**WHAT THE TASK ASKS:**
Which lines of the data contain the string "view"? Show each of them.

(Collected data entries)
+-------+

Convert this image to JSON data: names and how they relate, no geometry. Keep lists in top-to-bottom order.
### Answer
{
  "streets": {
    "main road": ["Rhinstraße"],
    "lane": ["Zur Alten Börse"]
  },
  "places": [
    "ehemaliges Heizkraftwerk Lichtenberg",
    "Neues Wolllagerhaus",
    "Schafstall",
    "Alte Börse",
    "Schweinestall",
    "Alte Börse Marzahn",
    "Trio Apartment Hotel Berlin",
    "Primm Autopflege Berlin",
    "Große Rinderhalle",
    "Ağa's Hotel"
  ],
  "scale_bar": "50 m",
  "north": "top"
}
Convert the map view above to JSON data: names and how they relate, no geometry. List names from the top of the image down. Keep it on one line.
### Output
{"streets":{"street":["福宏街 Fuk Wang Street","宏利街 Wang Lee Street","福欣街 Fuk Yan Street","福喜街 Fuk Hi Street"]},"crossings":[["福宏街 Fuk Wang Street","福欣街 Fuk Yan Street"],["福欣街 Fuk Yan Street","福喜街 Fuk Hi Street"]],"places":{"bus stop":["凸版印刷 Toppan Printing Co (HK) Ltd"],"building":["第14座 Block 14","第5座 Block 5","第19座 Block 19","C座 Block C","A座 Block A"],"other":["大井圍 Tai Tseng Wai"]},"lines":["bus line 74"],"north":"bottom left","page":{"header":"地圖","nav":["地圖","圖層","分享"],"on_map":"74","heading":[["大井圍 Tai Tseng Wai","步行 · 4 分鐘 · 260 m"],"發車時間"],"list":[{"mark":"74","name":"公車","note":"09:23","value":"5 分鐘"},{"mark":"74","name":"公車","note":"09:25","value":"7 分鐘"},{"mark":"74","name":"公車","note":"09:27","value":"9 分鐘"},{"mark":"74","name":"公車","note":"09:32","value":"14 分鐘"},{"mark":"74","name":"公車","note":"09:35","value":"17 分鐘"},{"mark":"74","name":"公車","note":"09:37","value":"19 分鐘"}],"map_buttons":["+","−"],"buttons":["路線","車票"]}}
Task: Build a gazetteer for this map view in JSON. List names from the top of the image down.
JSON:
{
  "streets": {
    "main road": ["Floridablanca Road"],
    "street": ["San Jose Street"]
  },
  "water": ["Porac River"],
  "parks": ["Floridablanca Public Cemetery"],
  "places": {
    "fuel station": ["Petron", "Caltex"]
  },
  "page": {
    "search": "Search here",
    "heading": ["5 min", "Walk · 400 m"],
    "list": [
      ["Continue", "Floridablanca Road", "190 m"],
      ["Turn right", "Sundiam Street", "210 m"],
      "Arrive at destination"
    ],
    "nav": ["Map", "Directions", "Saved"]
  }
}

+-------+

**SOLUTION BELOW:**
Convert the map view above to JSON data: names and how they relate, no geometry. List names from the top of the image down. Keep it on one line.
Task: Build a gazetteer for this map view in JSON. List names from the top of the image down.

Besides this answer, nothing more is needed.